■ **Work to be completed**
Find the word "align" in the data, then copy each line where it is found.

** Opening Source material block **

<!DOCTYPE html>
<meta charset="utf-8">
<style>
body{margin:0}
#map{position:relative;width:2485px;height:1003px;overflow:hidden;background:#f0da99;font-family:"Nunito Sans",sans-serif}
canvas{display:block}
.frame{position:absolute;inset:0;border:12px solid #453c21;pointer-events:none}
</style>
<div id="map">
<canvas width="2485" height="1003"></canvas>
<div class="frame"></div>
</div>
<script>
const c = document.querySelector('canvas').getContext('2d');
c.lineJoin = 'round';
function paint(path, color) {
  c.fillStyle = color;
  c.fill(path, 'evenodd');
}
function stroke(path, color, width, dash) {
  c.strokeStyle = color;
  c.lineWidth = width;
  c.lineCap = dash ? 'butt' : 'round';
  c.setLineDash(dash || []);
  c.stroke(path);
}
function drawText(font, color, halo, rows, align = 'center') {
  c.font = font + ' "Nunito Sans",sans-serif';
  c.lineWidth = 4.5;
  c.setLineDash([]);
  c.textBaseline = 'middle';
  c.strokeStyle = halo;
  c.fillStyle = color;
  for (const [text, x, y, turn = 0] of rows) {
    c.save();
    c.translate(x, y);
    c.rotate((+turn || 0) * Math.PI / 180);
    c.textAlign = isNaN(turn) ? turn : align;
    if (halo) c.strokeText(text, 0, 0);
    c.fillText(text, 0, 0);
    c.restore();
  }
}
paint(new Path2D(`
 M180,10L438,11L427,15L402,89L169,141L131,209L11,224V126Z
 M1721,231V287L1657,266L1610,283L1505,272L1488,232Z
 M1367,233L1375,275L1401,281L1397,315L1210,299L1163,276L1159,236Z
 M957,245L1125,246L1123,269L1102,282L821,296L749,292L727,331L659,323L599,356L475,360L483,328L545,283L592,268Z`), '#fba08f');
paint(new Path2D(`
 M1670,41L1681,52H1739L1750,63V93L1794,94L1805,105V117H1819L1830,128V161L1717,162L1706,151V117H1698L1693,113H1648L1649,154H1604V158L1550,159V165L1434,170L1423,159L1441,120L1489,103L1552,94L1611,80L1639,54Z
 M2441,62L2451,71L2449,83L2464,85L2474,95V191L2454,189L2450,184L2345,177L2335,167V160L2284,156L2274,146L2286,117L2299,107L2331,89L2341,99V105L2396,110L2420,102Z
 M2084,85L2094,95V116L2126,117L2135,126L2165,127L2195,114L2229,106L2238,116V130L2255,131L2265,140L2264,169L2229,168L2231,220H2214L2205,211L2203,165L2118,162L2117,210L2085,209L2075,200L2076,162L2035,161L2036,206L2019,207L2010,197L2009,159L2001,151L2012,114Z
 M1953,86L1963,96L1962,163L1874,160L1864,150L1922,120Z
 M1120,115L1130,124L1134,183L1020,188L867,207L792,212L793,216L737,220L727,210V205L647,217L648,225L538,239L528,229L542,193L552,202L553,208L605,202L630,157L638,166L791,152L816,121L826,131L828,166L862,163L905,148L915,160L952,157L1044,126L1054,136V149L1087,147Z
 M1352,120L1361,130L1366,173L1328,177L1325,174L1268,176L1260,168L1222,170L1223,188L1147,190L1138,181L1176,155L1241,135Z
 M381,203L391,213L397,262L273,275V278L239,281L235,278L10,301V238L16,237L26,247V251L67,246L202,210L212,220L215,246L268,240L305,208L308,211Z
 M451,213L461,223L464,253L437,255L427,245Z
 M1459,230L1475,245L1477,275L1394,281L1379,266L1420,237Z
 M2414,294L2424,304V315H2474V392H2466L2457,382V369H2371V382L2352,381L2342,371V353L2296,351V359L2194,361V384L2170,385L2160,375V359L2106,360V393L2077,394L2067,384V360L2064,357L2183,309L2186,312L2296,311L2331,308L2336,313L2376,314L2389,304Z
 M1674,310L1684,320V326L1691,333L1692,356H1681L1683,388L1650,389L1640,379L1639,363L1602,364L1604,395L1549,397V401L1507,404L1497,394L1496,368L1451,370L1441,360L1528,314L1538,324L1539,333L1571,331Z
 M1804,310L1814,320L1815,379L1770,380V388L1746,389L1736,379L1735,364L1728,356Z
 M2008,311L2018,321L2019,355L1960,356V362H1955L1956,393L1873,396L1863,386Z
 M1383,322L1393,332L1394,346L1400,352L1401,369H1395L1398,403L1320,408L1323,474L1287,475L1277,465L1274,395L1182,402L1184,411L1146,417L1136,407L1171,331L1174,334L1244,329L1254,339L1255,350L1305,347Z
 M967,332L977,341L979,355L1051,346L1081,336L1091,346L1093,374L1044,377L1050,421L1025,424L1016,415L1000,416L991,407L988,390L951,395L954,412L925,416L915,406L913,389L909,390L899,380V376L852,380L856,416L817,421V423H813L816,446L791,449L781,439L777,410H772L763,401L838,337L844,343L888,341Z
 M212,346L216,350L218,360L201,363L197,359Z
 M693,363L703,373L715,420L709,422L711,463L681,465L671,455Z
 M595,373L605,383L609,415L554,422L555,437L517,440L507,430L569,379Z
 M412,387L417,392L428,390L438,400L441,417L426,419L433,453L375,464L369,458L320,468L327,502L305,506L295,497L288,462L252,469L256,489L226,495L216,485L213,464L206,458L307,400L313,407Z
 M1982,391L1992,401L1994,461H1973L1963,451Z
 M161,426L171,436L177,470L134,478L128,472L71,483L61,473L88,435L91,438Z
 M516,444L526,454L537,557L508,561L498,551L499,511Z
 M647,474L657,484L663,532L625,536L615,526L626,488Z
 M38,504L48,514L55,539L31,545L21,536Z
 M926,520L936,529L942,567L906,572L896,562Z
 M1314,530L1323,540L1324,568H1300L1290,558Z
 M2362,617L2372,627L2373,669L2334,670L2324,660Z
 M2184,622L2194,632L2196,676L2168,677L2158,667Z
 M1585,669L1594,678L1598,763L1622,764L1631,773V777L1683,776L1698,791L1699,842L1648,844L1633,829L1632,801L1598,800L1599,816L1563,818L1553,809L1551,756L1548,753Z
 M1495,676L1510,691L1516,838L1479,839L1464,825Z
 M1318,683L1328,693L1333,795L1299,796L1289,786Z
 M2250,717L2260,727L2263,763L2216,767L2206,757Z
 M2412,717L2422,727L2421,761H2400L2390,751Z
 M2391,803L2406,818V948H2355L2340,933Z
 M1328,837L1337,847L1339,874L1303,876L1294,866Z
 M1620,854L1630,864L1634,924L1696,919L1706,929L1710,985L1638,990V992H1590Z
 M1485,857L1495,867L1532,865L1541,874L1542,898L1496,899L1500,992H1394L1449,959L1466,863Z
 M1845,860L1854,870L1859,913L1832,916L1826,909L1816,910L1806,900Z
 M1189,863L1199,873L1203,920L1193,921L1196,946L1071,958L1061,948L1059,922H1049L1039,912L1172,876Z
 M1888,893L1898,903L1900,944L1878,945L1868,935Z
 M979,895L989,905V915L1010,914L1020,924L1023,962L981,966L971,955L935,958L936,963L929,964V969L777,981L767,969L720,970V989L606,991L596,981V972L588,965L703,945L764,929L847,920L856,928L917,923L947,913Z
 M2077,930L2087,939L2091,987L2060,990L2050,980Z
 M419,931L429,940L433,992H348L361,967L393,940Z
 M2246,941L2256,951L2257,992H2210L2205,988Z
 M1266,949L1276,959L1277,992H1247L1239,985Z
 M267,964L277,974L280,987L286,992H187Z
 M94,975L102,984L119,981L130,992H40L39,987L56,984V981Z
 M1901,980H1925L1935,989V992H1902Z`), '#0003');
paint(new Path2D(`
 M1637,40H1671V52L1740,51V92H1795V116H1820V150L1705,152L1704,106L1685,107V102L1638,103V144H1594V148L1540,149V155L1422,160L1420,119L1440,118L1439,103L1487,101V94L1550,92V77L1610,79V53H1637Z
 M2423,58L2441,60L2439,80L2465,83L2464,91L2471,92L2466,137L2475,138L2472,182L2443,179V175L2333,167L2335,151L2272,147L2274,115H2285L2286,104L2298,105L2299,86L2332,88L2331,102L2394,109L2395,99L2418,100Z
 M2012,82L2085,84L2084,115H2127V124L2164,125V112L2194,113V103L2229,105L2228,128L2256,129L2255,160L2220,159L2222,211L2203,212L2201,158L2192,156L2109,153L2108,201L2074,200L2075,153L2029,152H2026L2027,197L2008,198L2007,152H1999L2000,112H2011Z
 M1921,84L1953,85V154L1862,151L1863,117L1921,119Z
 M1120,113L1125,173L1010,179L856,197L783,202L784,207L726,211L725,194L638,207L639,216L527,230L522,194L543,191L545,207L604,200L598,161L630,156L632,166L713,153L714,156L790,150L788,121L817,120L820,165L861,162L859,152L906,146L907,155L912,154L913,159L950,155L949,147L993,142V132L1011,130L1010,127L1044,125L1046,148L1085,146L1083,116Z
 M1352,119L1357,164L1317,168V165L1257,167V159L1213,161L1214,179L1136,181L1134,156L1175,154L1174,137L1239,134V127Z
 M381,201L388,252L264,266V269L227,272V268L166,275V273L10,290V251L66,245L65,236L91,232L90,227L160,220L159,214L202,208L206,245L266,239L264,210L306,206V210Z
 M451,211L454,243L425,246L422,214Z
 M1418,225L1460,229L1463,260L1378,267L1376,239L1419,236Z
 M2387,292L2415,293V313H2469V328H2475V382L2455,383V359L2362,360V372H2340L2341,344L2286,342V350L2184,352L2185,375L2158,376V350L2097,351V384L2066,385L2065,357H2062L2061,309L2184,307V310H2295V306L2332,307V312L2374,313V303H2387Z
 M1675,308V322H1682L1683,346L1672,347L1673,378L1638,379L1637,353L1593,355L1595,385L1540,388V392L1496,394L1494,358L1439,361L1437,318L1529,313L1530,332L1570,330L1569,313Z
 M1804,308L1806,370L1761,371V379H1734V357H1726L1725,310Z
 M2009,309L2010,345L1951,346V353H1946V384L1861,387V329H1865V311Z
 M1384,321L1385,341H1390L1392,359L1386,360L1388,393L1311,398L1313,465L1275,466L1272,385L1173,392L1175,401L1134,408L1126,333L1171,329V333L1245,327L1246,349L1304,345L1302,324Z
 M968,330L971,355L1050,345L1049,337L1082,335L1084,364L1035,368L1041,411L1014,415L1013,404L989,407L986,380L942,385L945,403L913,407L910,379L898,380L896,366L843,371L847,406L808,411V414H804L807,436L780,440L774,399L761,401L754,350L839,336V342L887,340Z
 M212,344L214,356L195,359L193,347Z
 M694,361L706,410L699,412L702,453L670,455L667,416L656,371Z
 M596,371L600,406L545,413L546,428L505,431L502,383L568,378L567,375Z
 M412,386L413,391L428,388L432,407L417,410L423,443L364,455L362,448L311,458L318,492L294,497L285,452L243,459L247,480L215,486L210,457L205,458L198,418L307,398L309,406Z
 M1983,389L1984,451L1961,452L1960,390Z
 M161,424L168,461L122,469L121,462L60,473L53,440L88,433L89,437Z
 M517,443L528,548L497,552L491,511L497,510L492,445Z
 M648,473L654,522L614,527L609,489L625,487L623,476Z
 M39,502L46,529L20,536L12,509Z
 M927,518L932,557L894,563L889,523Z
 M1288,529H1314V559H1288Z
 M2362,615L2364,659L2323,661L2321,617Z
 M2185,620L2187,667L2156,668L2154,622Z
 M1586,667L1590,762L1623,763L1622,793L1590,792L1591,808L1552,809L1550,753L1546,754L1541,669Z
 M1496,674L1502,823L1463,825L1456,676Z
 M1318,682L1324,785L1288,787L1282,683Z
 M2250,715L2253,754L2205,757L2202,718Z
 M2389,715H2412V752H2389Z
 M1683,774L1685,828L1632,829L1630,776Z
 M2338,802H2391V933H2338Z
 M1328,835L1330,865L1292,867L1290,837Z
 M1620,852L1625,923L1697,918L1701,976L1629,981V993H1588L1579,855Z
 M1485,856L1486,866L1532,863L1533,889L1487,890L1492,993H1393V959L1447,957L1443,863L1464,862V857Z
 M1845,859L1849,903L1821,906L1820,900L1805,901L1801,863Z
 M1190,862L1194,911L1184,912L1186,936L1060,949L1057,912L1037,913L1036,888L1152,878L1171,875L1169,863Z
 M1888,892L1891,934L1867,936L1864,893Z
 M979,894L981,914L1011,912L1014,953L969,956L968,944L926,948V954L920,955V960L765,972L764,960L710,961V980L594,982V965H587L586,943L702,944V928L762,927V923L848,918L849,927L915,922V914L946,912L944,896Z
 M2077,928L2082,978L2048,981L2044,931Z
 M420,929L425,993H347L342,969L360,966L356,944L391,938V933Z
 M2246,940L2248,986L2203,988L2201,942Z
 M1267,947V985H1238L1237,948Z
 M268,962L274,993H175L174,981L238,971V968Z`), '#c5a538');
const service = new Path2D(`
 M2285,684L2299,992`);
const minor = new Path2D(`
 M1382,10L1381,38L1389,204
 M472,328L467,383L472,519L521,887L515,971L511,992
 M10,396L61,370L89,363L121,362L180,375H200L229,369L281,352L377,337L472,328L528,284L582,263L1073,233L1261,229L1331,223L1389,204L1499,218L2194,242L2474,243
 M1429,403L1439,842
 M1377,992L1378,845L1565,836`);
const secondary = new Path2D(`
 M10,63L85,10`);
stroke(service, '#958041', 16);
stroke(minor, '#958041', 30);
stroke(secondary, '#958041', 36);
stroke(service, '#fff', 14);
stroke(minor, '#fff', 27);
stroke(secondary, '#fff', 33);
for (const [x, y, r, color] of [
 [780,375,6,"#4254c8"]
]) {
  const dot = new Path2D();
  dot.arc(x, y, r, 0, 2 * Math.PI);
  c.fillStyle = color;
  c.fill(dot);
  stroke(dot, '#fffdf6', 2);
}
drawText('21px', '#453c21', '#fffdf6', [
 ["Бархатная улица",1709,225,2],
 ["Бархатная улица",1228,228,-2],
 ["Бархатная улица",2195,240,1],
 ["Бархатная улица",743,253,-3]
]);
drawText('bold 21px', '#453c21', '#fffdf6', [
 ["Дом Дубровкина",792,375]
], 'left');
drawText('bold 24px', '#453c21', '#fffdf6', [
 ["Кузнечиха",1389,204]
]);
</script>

** Closing Source material block **

■ **Response box**
function drawText(font, color, halo, rows, align = 'center') {
    c.textAlign = isNaN(turn) ? turn : align;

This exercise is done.